- Directions for this task
Since the pictures are not wanted, reproduce only the rest of the records, exactly as given.

--- Records provided Enclosed Below ---

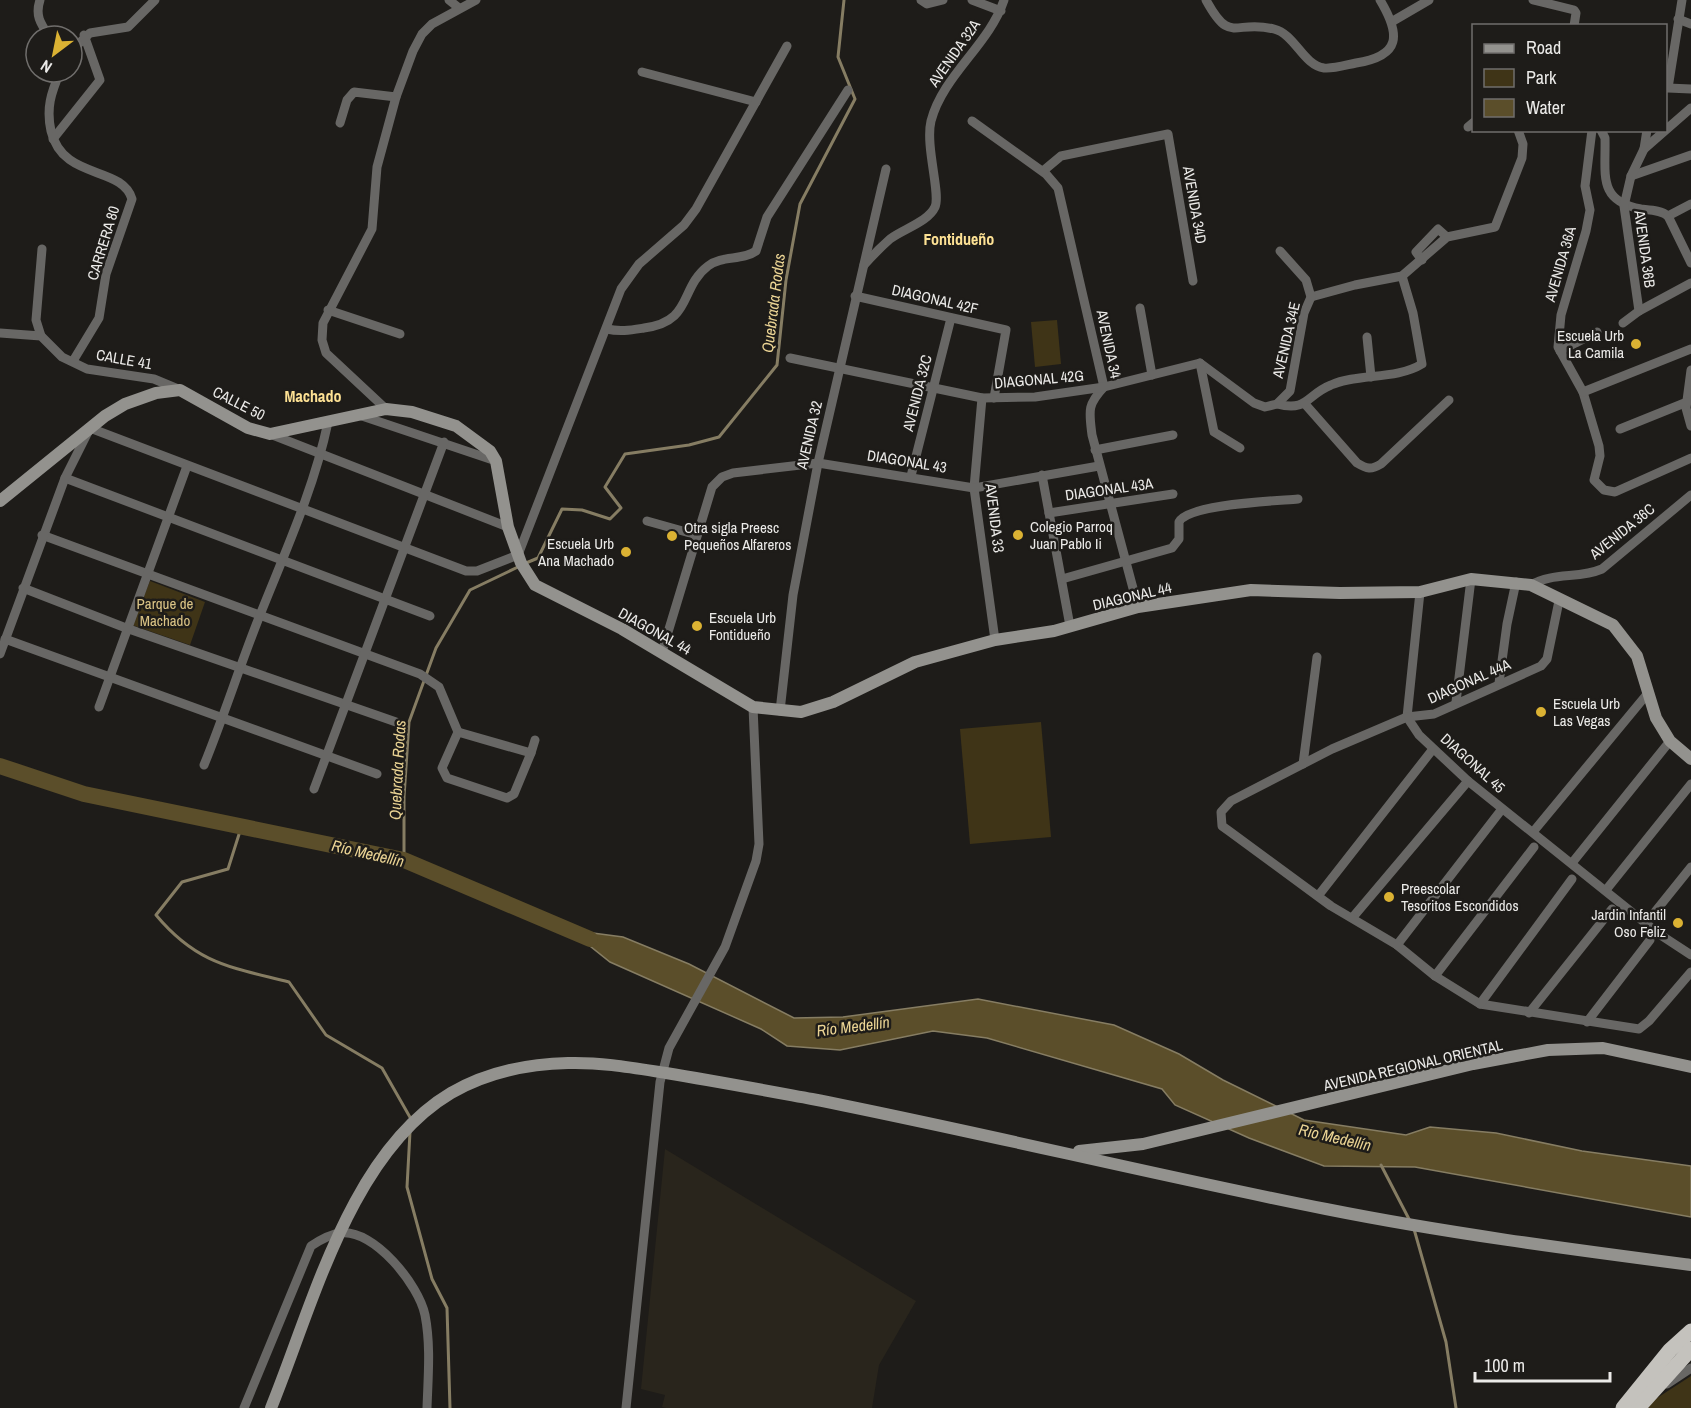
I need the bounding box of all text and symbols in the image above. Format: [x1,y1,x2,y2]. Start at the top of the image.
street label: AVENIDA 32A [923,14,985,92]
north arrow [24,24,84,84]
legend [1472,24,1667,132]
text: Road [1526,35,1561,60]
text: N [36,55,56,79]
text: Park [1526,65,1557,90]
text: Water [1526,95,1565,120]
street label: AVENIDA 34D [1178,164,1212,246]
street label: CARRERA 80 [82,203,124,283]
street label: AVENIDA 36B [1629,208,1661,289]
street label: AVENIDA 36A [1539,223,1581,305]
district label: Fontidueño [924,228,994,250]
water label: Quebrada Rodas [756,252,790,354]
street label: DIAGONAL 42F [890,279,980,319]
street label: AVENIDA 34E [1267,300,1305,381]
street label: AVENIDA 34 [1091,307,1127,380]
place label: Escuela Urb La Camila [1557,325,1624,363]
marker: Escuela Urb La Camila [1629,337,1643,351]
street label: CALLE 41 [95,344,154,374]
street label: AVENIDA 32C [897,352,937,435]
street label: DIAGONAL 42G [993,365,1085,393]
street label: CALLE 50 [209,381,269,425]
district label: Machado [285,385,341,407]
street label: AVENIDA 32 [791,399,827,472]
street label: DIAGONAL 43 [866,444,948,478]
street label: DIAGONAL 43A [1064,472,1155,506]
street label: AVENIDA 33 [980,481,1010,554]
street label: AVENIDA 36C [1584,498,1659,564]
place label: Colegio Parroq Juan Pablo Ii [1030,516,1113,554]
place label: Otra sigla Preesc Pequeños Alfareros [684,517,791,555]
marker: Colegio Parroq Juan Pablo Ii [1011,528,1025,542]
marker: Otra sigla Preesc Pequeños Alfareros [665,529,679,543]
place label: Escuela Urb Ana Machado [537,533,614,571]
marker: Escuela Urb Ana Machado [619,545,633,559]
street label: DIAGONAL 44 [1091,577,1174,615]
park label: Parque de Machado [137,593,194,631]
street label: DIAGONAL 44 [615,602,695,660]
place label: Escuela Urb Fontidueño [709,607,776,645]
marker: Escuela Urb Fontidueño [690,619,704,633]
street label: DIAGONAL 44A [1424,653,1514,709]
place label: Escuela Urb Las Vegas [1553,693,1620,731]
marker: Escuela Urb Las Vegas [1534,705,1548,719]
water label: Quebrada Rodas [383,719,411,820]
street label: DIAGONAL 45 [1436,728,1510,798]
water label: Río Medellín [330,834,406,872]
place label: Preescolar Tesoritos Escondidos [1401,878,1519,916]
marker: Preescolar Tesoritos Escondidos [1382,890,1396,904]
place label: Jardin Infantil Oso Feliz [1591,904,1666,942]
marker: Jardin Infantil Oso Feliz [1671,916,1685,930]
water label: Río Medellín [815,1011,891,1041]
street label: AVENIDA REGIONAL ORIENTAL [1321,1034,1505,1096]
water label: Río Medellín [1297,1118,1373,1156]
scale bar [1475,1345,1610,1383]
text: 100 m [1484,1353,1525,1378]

--- End of Enclosed Records provided ---

- Written solution
I need the bounding box of all text and symbols in the image above. Format: [x1,y1,x2,y2]. Start at the top of the image.
street label: AVENIDA 32A [923,14,985,92]
north arrow [24,24,84,84]
legend [1472,24,1667,132]
text: Road [1526,35,1561,60]
text: N [36,55,56,79]
text: Park [1526,65,1557,90]
text: Water [1526,95,1565,120]
street label: AVENIDA 34D [1178,164,1212,246]
street label: CARRERA 80 [82,203,124,283]
street label: AVENIDA 36B [1629,208,1661,289]
street label: AVENIDA 36A [1539,223,1581,305]
district label: Fontidueño [924,228,994,250]
water label: Quebrada Rodas [756,252,790,354]
street label: DIAGONAL 42F [890,279,980,319]
street label: AVENIDA 34E [1267,300,1305,381]
street label: AVENIDA 34 [1091,307,1127,380]
place label: Escuela Urb La Camila [1557,325,1624,363]
marker: Escuela Urb La Camila [1629,337,1643,351]
street label: CALLE 41 [95,344,154,374]
street label: AVENIDA 32C [897,352,937,435]
street label: DIAGONAL 42G [993,365,1085,393]
street label: CALLE 50 [209,381,269,425]
district label: Machado [285,385,341,407]
street label: AVENIDA 32 [791,399,827,472]
street label: DIAGONAL 43 [866,444,948,478]
street label: DIAGONAL 43A [1064,472,1155,506]
street label: AVENIDA 33 [980,481,1010,554]
street label: AVENIDA 36C [1584,498,1659,564]
place label: Colegio Parroq Juan Pablo Ii [1030,516,1113,554]
place label: Otra sigla Preesc Pequeños Alfareros [684,517,791,555]
marker: Colegio Parroq Juan Pablo Ii [1011,528,1025,542]
marker: Otra sigla Preesc Pequeños Alfareros [665,529,679,543]
place label: Escuela Urb Ana Machado [537,533,614,571]
marker: Escuela Urb Ana Machado [619,545,633,559]
street label: DIAGONAL 44 [1091,577,1174,615]
park label: Parque de Machado [137,593,194,631]
street label: DIAGONAL 44 [615,602,695,660]
place label: Escuela Urb Fontidueño [709,607,776,645]
marker: Escuela Urb Fontidueño [690,619,704,633]
street label: DIAGONAL 44A [1424,653,1514,709]
place label: Escuela Urb Las Vegas [1553,693,1620,731]
marker: Escuela Urb Las Vegas [1534,705,1548,719]
water label: Quebrada Rodas [383,719,411,820]
street label: DIAGONAL 45 [1436,728,1510,798]
water label: Río Medellín [330,834,406,872]
place label: Preescolar Tesoritos Escondidos [1401,878,1519,916]
marker: Preescolar Tesoritos Escondidos [1382,890,1396,904]
place label: Jardin Infantil Oso Feliz [1591,904,1666,942]
marker: Jardin Infantil Oso Feliz [1671,916,1685,930]
water label: Río Medellín [815,1011,891,1041]
street label: AVENIDA REGIONAL ORIENTAL [1321,1034,1505,1096]
water label: Río Medellín [1297,1118,1373,1156]
scale bar [1475,1345,1610,1383]
text: 100 m [1484,1353,1525,1378]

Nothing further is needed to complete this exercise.